2. O objecto do recurso

Sendo pelas conclusões formuladas que se define e delimita o objecto do recurso (artigo 412.º, n.º 1, do CPP), tem de se reconhecer, no caso, um défice nas conclusões que prejudicava uma compreensão cabal do objecto do recurso.

Procurando alcançá-la, por via do conhecimento da própria motivação, confrontámo-nos, porém, com uma motivação intrincada e em que falta a clareza na exposição das razões de impugnação da decisão recorrida, não contribuindo, por isso, na dimensão desejável, para a inteligibilidade do objecto do recurso.

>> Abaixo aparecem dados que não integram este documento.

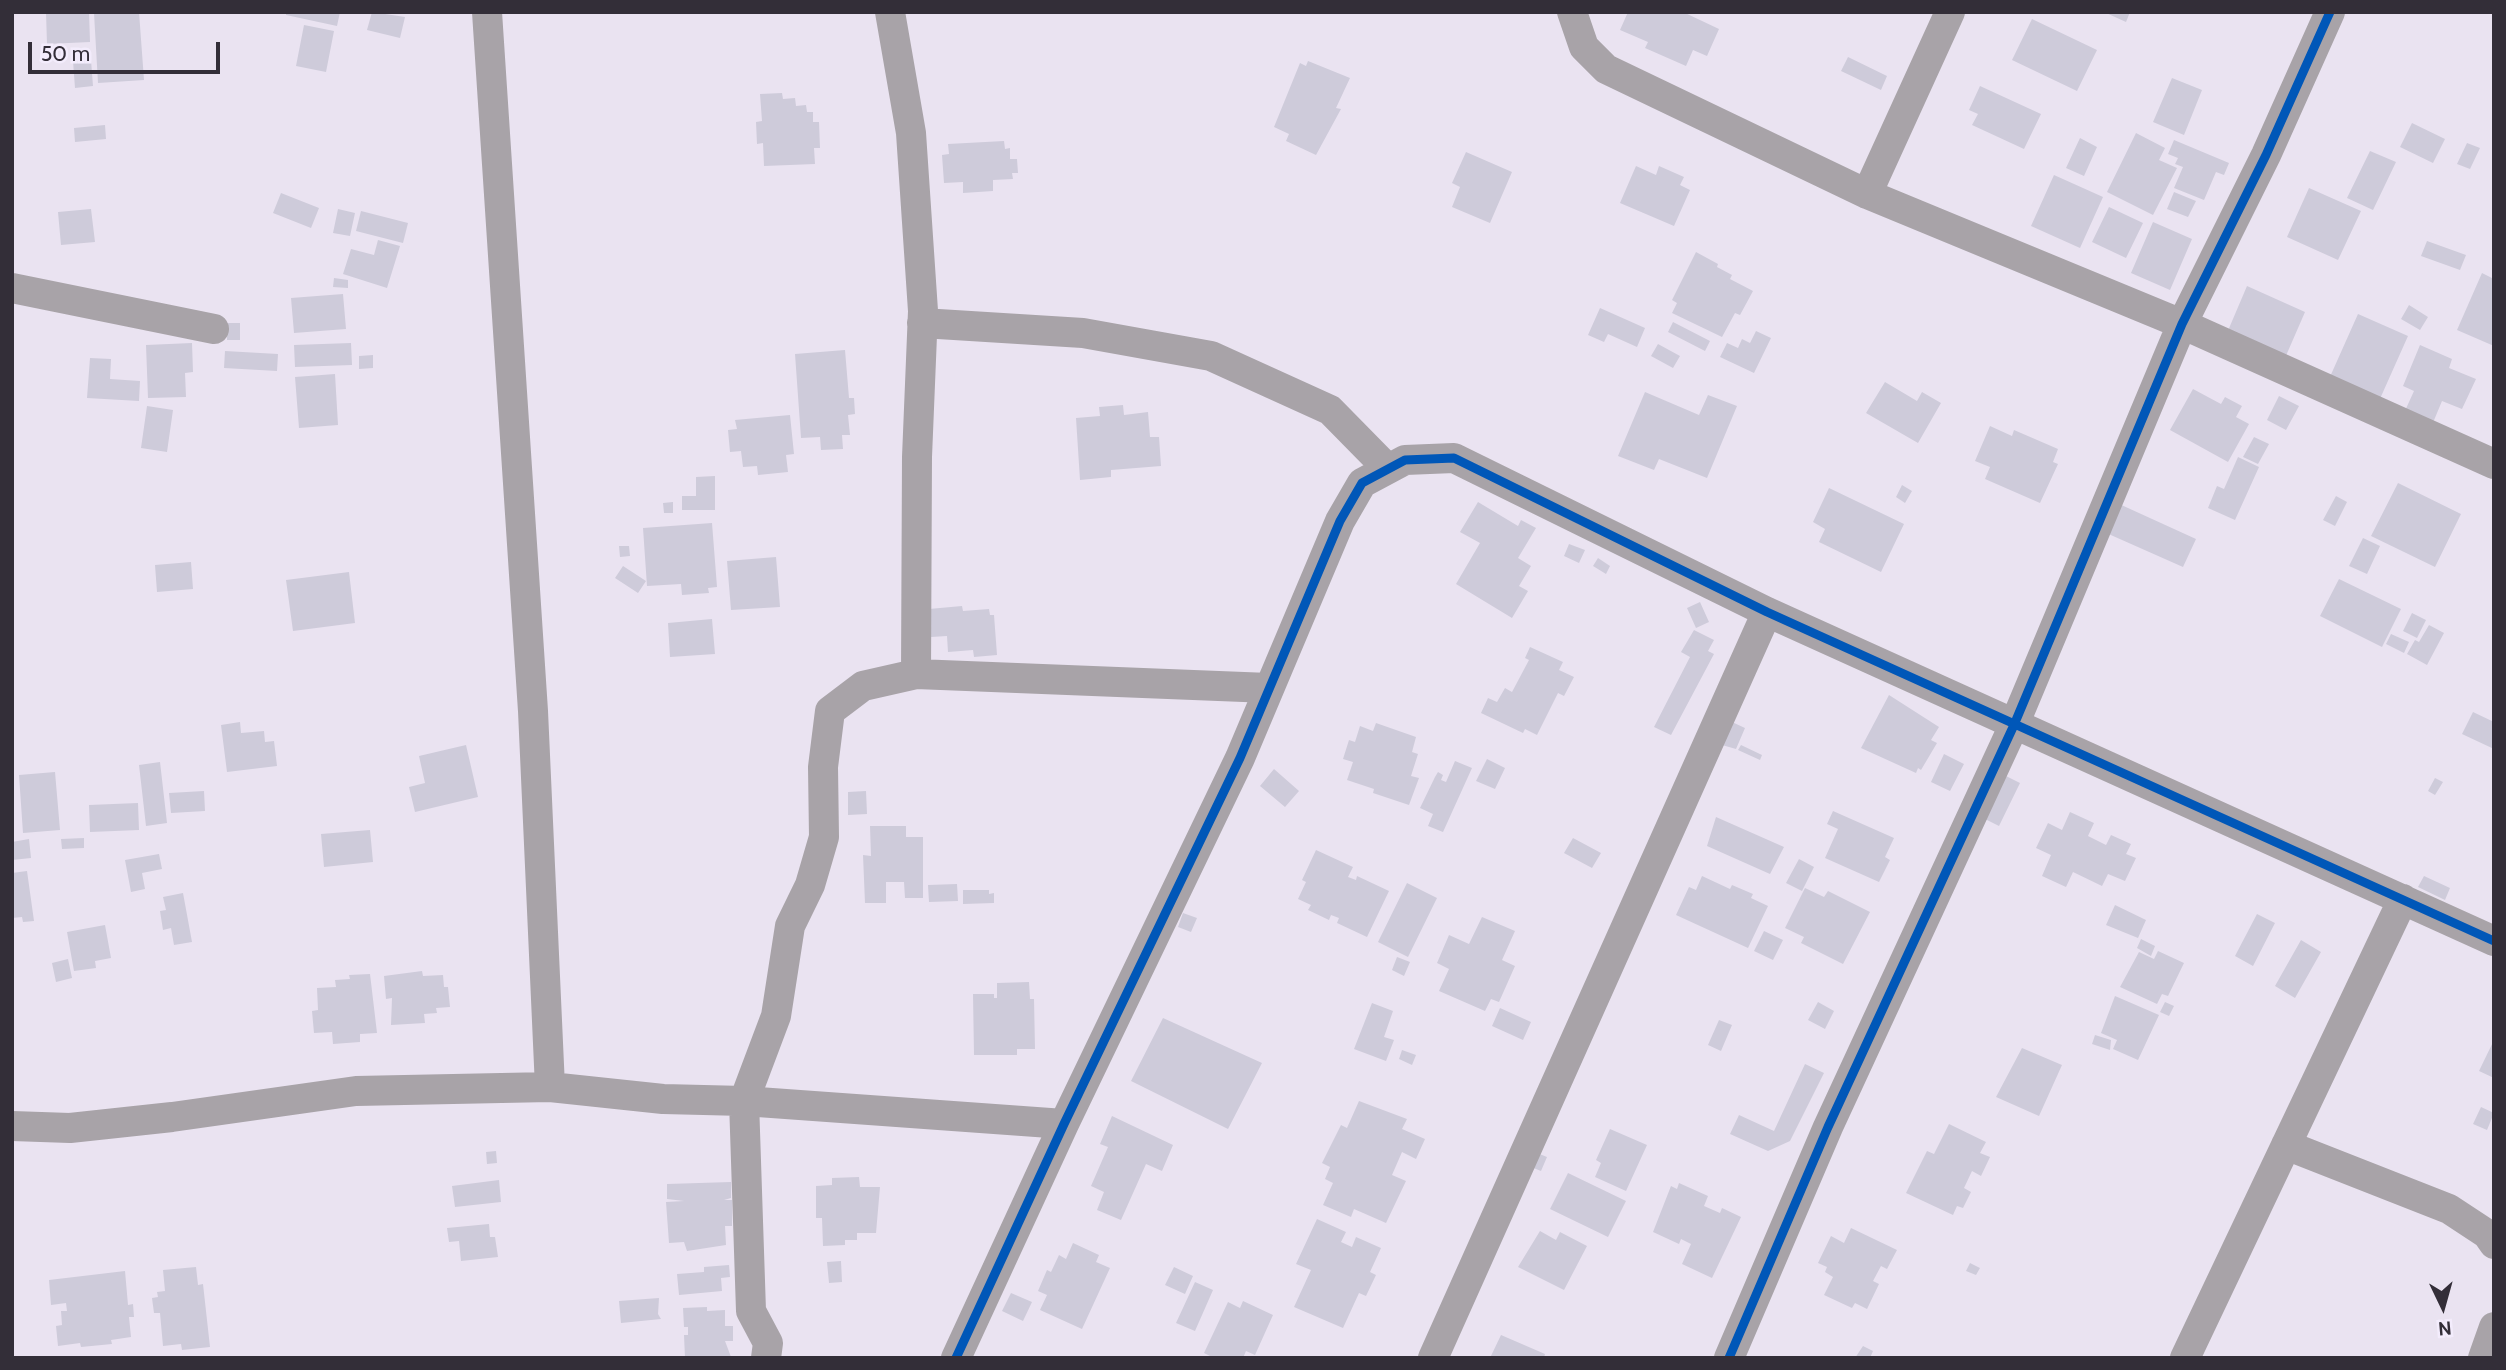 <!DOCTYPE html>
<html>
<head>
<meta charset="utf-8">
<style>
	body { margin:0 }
	#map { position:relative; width:2506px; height:1370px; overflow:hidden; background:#eae3f1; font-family:Cabin,sans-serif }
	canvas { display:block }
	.frame { position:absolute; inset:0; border:14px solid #332e38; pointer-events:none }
	.north { position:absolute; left:2408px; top:1272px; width:70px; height:70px; -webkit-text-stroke:5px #f3ecfc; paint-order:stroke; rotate:175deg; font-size:19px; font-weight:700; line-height:28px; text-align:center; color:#332e38 }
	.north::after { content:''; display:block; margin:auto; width:24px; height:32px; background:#332e38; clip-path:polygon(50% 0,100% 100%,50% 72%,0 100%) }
	.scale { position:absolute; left:28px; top:42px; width:192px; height:32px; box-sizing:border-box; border:4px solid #332e38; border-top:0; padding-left:9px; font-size:21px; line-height:24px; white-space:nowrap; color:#332e38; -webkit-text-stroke:5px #f3ecfc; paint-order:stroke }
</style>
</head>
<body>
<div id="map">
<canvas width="2506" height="1370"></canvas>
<div class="frame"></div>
<div class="north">N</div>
<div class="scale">50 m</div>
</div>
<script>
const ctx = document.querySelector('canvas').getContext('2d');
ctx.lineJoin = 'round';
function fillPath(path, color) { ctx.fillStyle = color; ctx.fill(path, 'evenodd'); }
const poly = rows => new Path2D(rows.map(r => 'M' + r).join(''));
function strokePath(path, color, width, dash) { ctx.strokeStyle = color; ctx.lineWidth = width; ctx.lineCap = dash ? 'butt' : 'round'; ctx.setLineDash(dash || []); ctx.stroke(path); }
fillPath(poly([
	[46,12,89,12,90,42,47,44],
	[139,12,144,80,98,83,94,13],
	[286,12,340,12,337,26,286,15],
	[372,12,405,17,400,38,367,30],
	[1628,12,1683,12,1719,29,1707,56,1693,50,1686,66,1645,48,1648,42,1620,30],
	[2104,12,2130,12,2126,22],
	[2032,19,2097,50,2077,91,2012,60],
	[304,25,334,31,326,72,296,66],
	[1848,57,1887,76,1881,90,1841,71],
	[91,60,93,86,75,88,73,61],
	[1308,61,1350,78,1336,108,1341,109,1316,155,1286,141,1289,134,1274,127,1300,63,1306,66],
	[2172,78,2202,90,2184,135,2153,122],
	[1980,86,2041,114,2024,149,1972,125,1978,114,1969,110],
	[782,93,783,99,795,98,796,106,806,105,807,112,813,112,813,122,819,122,820,148,814,148,815,164,764,166,763,143,757,144,756,122,762,121,760,94],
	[2412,123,2445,139,2433,163,2400,147],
	[105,125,106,139,75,142,74,128],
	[2136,133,2165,148,2159,160,2177,168,2153,215,2107,192],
	[2080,138,2097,147,2084,176,2066,168],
	[2174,140,2229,163,2224,175,2216,172,2204,200,2174,188,2183,167,2175,164,2178,158,2168,154],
	[1004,141,1005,149,1010,148,1010,159,1017,159,1018,173,1012,173,1013,179,993,180,993,191,963,193,963,182,944,183,942,155,949,154,948,144],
	[2467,143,2480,148,2470,169,2457,164],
	[2370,151,2396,162,2373,210,2347,198],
	[1466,152,1512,172,1490,223,1452,207,1460,187,1452,183],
	[1636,166,1656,175,1659,166,1684,177,1680,185,1690,190,1674,226,1620,203],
	[2054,175,2103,197,2080,248,2031,226],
	[2309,188,2361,211,2338,260,2287,237],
	[2174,192,2196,201,2188,217,2167,209],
	[281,193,319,208,311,228,273,213],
	[2109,207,2143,223,2126,258,2092,242],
	[91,209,95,242,61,245,58,212],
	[338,209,355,213,350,236,333,233],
	[361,211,408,223,403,243,356,231],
	[2153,222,2192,239,2170,290,2131,273],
	[378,240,400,246,387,288,343,274,351,249,374,255],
	[2427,241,2466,255,2460,270,2421,256],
	[1696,252,1718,264,1717,267,1732,275,1730,279,1753,291,1740,315,1735,313,1722,337,1672,313,1677,303,1672,300],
	[2482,273,2494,279,2494,346,2457,330],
	[334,278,348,280,348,288,333,287],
	[2247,286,2305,312,2285,358,2227,333],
	[343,294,346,329,294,333,291,298],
	[2409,305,2428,317,2420,330,2401,319],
	[1600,308,1645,328,1637,347,1608,334,1604,342,1588,335],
	[2358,314,2408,336,2379,401,2329,379],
	[1673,322,1710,341,1705,351,1668,332],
	[227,323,240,323,240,340,227,340],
	[1756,331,1771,338,1754,373,1720,357,1727,343,1738,348,1742,339,1750,343],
	[192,343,193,372,185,373,186,397,148,398,146,345],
	[351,343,352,365,295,367,294,345],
	[1658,344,1680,356,1673,368,1651,356],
	[2420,345,2452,359,2449,368,2476,379,2462,409,2442,401,2432,425,2404,413,2414,391,2403,386],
	[845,350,849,398,854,398,855,414,848,415,850,435,842,435,843,449,821,450,820,437,801,438,795,354],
	[225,351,278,354,277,371,224,368],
	[373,355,373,368,359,369,359,356],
	[90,358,111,359,110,379,140,381,139,401,87,398],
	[335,374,338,425,299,428,295,377],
	[1885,382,1917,401,1922,392,1941,403,1918,443,1866,413],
	[2193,389,2221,404,2225,397,2242,406,2236,417,2249,424,2228,462,2170,430],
	[1645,392,1699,415,1708,395,1737,406,1707,478,1659,459,1654,470,1618,456],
	[2279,396,2299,406,2286,430,2267,420],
	[1123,405,1124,415,1148,412,1150,437,1159,437,1161,466,1111,470,1111,477,1080,480,1076,418,1100,416,1099,407],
	[147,406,173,410,167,452,141,448],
	[790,415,794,454,786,455,788,472,758,475,757,466,743,467,741,451,730,452,728,430,737,429,735,420],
	[1990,426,2012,436,2014,430,2058,449,2053,462,2058,464,2040,503,1985,479,1990,467,1975,461],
	[2254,437,2269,444,2258,464,2243,457],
	[2238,457,2259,467,2235,520,2208,508,2217,486,2224,489],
	[715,476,715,510,682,510,682,496,696,496,696,477],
	[2398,483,2461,514,2435,567,2371,536],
	[1902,485,1912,491,1905,503,1896,497],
	[1829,488,1904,524,1881,572,1819,542,1825,529,1813,522],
	[2336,496,2347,502,2335,526,2323,520],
	[673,502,673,513,664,513,663,503],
	[1478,502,1518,526,1521,520,1536,528,1518,558,1531,566,1519,586,1528,591,1512,618,1456,584,1480,543,1460,532],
	[2117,503,2196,539,2183,567,2104,532],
	[712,523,717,587,708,588,709,593,682,595,681,584,647,586,643,528],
	[2363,538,2380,546,2367,574,2349,566],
	[1569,544,1585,550,1579,563,1564,556],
	[619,546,629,546,630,556,620,557],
	[776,557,780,607,731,610,727,561],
	[1598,558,1610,566,1606,574,1593,566],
	[191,562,193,589,157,592,155,565],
	[623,566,646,581,638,593,615,578],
	[349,572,355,623,293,631,286,580],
	[2339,579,2401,609,2382,647,2320,616],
	[1700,602,1709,622,1696,628,1687,608],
	[962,606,963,611,989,609,990,615,994,615,997,655,974,657,973,650,948,652,947,636,931,637,929,609],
	[2412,613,2426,620,2417,638,2403,631],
	[712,619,715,654,670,657,668,623],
	[2429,625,2444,633,2427,665,2407,654,2415,640,2419,642],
	[1694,630,1714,640,1708,651,1714,654,1671,735,1654,727,1690,657,1681,652],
	[2391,634,2409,642,2404,653,2386,644],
	[1530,647,1563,662,1559,670,1574,677,1564,696,1558,693,1537,735,1525,729,1523,733,1481,713,1488,698,1497,702,1505,688,1512,692,1529,660,1525,658],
	[1889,695,1939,727,1931,740,1937,743,1921,770,1918,768,1916,773,1861,748],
	[2473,712,2494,722,2494,749,2462,734],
	[240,722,241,733,264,731,265,742,274,741,277,766,227,772,221,725],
	[1732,722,1745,728,1736,749,1722,745],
	[1376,723,1416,737,1412,752,1418,754,1411,776,1419,778,1409,805,1373,793,1374,789,1347,780,1353,762,1343,759,1349,740,1355,742,1360,726,1373,731],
	[466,745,478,797,415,812,409,787,425,783,419,756],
	[1741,745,1762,755,1760,760,1738,750],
	[1944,754,1964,764,1950,791,1931,782],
	[1487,759,1505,768,1495,789,1476,781],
	[1455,761,1472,768,1443,832,1428,826,1433,814,1420,808,1435,777,1438,772,1443,775,1441,780,1446,782],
	[160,762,167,823,146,826,139,765],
	[1274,769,1299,791,1285,807,1260,786],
	[55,772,60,830,23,833,19,775],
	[2000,773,2020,783,1999,826,1979,816],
	[2435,778,2443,782,2435,795,2428,791],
	[204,791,205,811,171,813,169,793],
	[866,791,867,814,848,815,848,792],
	[138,803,139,830,90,832,89,805],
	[1833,811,1894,838,1885,857,1890,860,1879,882,1825,858,1838,829,1827,824],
	[2070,812,2094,823,2088,836,2106,845,2111,835,2131,844,2126,854,2136,858,2125,881,2108,874,2102,886,2073,872,2066,887,2042,876,2051,855,2036,848,2048,823,2062,830],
	[1716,817,1784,847,1770,874,1707,846],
	[870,826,906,826,906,837,923,837,923,898,905,898,904,882,886,882,886,903,865,903,863,855,871,856],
	[370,830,373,862,324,867,321,834],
	[84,838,84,848,62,849,61,839],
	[1573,838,1601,853,1592,868,1564,853],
	[29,839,31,858,12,860,12,842],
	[1316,850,1353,867,1348,877,1356,880,1357,876,1389,891,1367,937,1337,923,1339,918,1331,915,1329,920,1308,910,1311,905,1298,899,1306,882,1302,880],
	[159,854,162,869,142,873,145,889,131,892,125,860],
	[1799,859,1814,867,1802,891,1786,883],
	[27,871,34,921,23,922,22,917,12,918,12,873],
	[1702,876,1730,889,1732,885,1753,894,1751,898,1768,906,1748,948,1676,915,1689,887,1696,890],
	[2424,876,2450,888,2445,900,2418,887],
	[1407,883,1437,898,1408,957,1378,942],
	[957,884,958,901,929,902,928,885],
	[1805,888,1824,897,1828,891,1870,912,1843,964,1801,943,1804,937,1785,928],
	[963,890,989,890,989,894,994,893,994,903,963,904],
	[183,893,192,942,174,945,171,928,163,930,160,911,166,910,163,897],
	[2115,905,2146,920,2138,938,2106,925],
	[1183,913,1197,918,1191,932,1178,927],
	[2257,914,2275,923,2253,966,2235,956],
	[1482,917,1515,931,1502,960,1515,966,1499,1002,1491,999,1485,1011,1439,991,1449,969,1437,963,1449,935,1469,944],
	[105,925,111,958,95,961,96,968,74,971,67,932],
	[1764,931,1783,940,1773,960,1754,951],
	[2141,939,2155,946,2151,956,2137,948],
	[2301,940,2321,952,2295,998,2275,986],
	[2158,951,2184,963,2168,996,2162,994,2157,1004,2120,987,2139,952,2154,959],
	[1397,957,1410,962,1404,976,1392,970],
	[68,959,72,978,56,982,52,963],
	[422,971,423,976,443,975,444,987,448,987,450,1007,436,1008,437,1013,424,1014,425,1023,391,1025,392,998,386,999,384,976],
	[370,974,377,1033,360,1034,360,1042,333,1044,332,1032,314,1033,312,1011,318,1010,317,988,336,987,335,980,350,979,349,975],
	[1029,982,1030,999,1034,999,1035,1049,1017,1049,1017,1055,974,1055,973,994,994,994,994,998,997,998,997,983],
	[2115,996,2159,1015,2138,1060,2113,1049,2117,1040,2101,1033],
	[1818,1002,1834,1011,1825,1029,1808,1020],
	[2165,1002,2174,1006,2169,1016,2160,1012],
	[1372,1003,1393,1011,1384,1037,1394,1040,1386,1061,1354,1049],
	[1500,1008,1531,1022,1523,1040,1492,1026],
	[1163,1018,1262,1063,1228,1129,1131,1081],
	[1719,1020,1732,1025,1721,1051,1708,1045],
	[2095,1035,2111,1040,2110,1050,2092,1044],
	[2494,1040,2494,1078,2479,1071],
	[2022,1048,2062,1065,2039,1116,1996,1097],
	[1402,1050,1416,1055,1412,1065,1399,1059],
	[1805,1064,1824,1073,1790,1141,1768,1151,1730,1134,1739,1115,1774,1131],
	[1359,1101,1407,1119,1402,1129,1425,1139,1416,1159,1402,1152,1392,1175,1406,1181,1386,1223,1354,1209,1351,1217,1323,1205,1333,1183,1325,1179,1330,1167,1322,1163,1341,1125,1347,1128],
	[2481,1107,2494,1113,2487,1130,2473,1124],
	[1112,1116,1173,1145,1162,1171,1146,1164,1121,1220,1097,1210,1104,1192,1091,1186,1108,1147,1100,1144],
	[1949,1124,1986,1142,1980,1153,1990,1157,1981,1176,1972,1171,1964,1188,1971,1192,1963,1208,1957,1206,1953,1215,1906,1193,1927,1151,1934,1154],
	[1610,1129,1647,1145,1626,1191,1595,1177,1601,1163,1596,1160],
	[496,1151,497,1163,487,1164,486,1152],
	[1532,1151,1547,1157,1541,1171,1526,1165],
	[1568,1173,1626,1201,1608,1237,1550,1209],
	[859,1177,860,1187,880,1187,876,1233,857,1233,857,1240,845,1240,845,1245,823,1246,822,1218,816,1218,816,1186,832,1185,832,1178],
	[499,1180,501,1202,455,1207,452,1186],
	[731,1182,731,1198,724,1200,732,1200,732,1226,725,1226,726,1245,687,1251,684,1242,669,1243,666,1202,684,1201,667,1199,667,1184],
	[1679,1183,1708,1196,1704,1206,1720,1213,1722,1208,1741,1217,1712,1278,1682,1264,1691,1244,1681,1239,1679,1244,1653,1232,1671,1186,1677,1189],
	[1317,1219,1346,1232,1341,1242,1352,1247,1356,1237,1381,1248,1370,1272,1376,1275,1366,1296,1359,1293,1343,1328,1294,1307,1311,1270,1296,1264],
	[489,1224,490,1237,495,1237,498,1257,461,1261,459,1241,449,1242,447,1228],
	[1851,1228,1897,1250,1887,1269,1881,1266,1873,1281,1879,1284,1867,1309,1855,1303,1852,1308,1824,1295,1833,1277,1825,1272,1827,1267,1818,1263,1831,1236,1844,1243],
	[1540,1231,1556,1240,1560,1232,1587,1246,1564,1290,1518,1267],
	[1073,1243,1099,1255,1096,1262,1110,1268,1082,1329,1040,1310,1047,1295,1038,1291,1047,1270,1051,1272,1059,1255,1066,1259],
	[841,1261,842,1282,829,1283,827,1262],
	[1970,1263,1980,1268,1976,1275,1966,1271],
	[729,1265,730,1277,721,1278,722,1291,679,1295,677,1274,704,1272,704,1267],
	[196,1267,198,1285,203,1284,210,1347,182,1350,181,1344,163,1346,160,1313,154,1313,152,1298,158,1297,157,1292,165,1291,163,1270],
	[1174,1267,1193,1276,1185,1294,1165,1285],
	[125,1271,128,1305,133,1304,134,1317,129,1317,131,1337,111,1340,112,1344,81,1347,80,1343,58,1346,56,1326,62,1325,61,1311,67,1311,66,1303,51,1305,49,1280],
	[1195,1282,1213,1290,1195,1331,1176,1323],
	[1011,1293,1032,1302,1023,1321,1002,1311],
	[659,1298,658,1314,661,1319,621,1323,619,1301],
	[1243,1301,1273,1315,1255,1355,1246,1351,1243,1358,1214,1358,1204,1353,1228,1302,1240,1308],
	[707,1307,707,1311,725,1310,725,1326,733,1326,733,1341,725,1341,731,1357,685,1358,684,1335,688,1335,688,1327,684,1327,683,1308],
	[1501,1335,1545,1354,1544,1358,1490,1358],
	[1863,1346,1873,1351,1870,1358,1855,1358]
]), '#cecbda');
strokePath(poly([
	[487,12,533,711,550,1087],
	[890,12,911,133,923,311,917,457,916,674],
	[1572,12,1584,47,1606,69,1867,194,2182,324,2494,464],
	[1867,194,1950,12],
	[12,288,214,329],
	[922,323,1083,333,1211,356,1330,410,1388,469],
	[12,1126,70,1128,172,1117,356,1091,550,1087,663,1099,744,1101,1064,1124],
	[2286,1145,2449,1209,2487,1234,2494,1244],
	[766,1358,768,1343,751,1311,744,1101,776,1016,790,926,810,885,824,837,823,767,830,711,863,686,916,674,1269,688],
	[956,1358,1064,1124,1240,758,1340,521,1362,483,1405,460,1454,458,1767,612,2494,941],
	[1433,1358,1767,612],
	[1729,1358,1828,1127,2014,725,2182,324,2266,155,2330,12],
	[2185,1358,2403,899],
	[2483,1358,2494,1327]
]), '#a8a3a8', 30);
strokePath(poly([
	[956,1358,1064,1124,1240,758,1340,521,1362,483,1405,460,1454,458,1767,612,2494,941],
	[1729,1358,1828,1127,2014,725,2182,324,2266,155,2330,12]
]), '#0057b8', 9);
</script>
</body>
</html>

De todo o modo, e sem prejuízo do que adiante se referirá, uma leitura integrada das conclusões e da própria motivação permite individualizar como questões postas no recurso as seguintes:

i) a omissão de diligências que requereu no decurso do procedimento e foram indeferidas, nomeadamente, por despacho proferido na própria audiência [conclusões 1.ª e 2.ª];

ii) o erro de subsunção jurídica consistente na condenação por um crime de homicídio agravado por ter sido cometido com arma e, a manter-se essa qualificação, a indevida condenação por um crime de detenção de arma [conclusão 3.ª];

iii) dever a pena pelo homicídio simples ser especialmente atenuada [conclusão 4.ª];

iv) a nulidade da sentença [conclusão 5.ª].

3. A rejeição parcial do recurso

Por razões de precedência lógica há que começar por apreciar as questões relativamente às quais o recurso ou não é admissível ou se apresenta sem qualquer viabilidade.

3.1. Os recursos para o Supremo Tribunal de Justiça de acórdãos da relação são admissíveis, nos termos do artigo 432.º, n.º 1, alínea b), do CPP, segundo o qual [recorre-se para o Supremo Tribunal de Justiça], “de decisões que não sejam irrecorríveis proferidas pelas relações em recurso, nos termos do artigo 400.º”.

E, nos termos do artigo 434.º do CPP, o recurso interposto para o Supremo Tribunal de Justiça visa exclusivamente o reexame da matéria de direito.

De acordo com o artigo 400.º, n.º 1, alínea f), do CPP, na redacção da Lei n.º 48/2007, de 29 de Agosto, mantida inalterada pela Lei n.º 20/2013, de 21 de Fevereiro, não é admissível recurso de acórdãos condenatórios proferidos em recurso, pelas relações, que confirmem decisão de 1.ª instância e apliquem pena de prisão não superior a 8 anos.

São, assim, dois os pressupostos de irrecorribilidade estabelecidos na norma: o acórdão da relação confirmar a decisão de 1.ª instância e a pena aplicada na relação não ser superior a 8 anos de prisão.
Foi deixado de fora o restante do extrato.